Imogen Hermes Gowar-Interview

 

Genevieve Jones: Your book is set in the eighteenth century. What drew you to this period?

Imogen Hermes Gowar: I’d been reading about the 1780s for years before it occurred to me to write anything set during that time, and when I did it happened by accident. My original idea came about when I was looking at a mummified mermaid in the British Museum, and thought, imagine if a bloke thought he was getting one of these, and a real live mermaid turned up. I nursed the idea for quite a while, and could have set it at any point from the Restoration up to the end of the Regency period, but when I finally came to writing it, I felt so comfortable with the 1780s.
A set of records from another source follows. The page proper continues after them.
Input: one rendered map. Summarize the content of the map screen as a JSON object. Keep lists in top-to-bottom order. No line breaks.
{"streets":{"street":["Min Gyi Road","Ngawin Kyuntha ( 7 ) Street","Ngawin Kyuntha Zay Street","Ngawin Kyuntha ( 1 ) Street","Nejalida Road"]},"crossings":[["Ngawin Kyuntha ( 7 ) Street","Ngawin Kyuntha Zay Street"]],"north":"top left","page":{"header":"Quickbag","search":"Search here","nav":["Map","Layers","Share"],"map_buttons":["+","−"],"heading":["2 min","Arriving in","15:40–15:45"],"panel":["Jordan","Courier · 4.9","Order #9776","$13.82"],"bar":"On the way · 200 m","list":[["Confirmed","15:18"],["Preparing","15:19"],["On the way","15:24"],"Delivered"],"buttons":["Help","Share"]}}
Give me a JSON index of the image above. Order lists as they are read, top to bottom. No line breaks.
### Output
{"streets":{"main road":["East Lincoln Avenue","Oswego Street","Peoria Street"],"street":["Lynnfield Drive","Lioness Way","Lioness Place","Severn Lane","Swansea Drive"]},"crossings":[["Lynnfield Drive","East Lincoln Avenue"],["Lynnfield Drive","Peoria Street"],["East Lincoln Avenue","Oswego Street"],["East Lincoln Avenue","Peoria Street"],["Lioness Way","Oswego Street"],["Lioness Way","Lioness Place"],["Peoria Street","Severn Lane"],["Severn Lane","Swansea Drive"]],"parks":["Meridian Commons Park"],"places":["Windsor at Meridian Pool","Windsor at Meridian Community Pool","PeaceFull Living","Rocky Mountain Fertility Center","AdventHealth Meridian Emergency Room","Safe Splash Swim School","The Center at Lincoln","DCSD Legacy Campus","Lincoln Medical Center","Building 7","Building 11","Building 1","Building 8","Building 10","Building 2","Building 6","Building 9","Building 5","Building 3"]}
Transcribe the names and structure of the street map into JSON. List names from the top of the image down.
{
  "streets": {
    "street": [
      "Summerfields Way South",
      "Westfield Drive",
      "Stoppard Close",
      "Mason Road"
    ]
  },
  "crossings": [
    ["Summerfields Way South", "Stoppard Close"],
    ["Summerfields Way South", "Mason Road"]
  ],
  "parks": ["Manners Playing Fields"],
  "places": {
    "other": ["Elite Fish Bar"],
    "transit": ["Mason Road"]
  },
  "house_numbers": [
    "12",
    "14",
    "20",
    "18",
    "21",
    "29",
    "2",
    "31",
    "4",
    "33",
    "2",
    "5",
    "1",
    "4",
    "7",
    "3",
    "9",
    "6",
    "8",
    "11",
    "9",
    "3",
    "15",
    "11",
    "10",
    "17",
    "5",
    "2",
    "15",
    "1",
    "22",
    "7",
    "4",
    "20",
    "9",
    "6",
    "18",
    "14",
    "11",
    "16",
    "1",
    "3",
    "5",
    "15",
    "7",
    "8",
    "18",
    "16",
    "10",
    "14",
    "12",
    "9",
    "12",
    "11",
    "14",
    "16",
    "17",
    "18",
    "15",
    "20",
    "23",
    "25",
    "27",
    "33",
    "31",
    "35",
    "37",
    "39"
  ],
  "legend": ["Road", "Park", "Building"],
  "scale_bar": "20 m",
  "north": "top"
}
Imogen Hermes Gowar-Fashionable Contrasts

Fashionable Contrasts by James Gillray, 1792

 

Imogen Hermes Gowar-The Bum Shop, Attributed to R. Rushworth, 1785

The Bum Shop, Attributed to R. Rushworth, 1785

 

What I liked most – as a reader – was the humour. The Georgians had comedy deep down in their psyche, and were ready to laugh at nearly everything with an irreverence the Victorians absolutely forgot. That, and it’s always felt to me a very absurd, carnivalesque time: everything is bigger and weirder and lewder than you could invent yourself. My main problem in writing and researching was that every time I thought I’d jumped the shark, in terms of outrageous fictional excess, I’d read about somebody who went one step further.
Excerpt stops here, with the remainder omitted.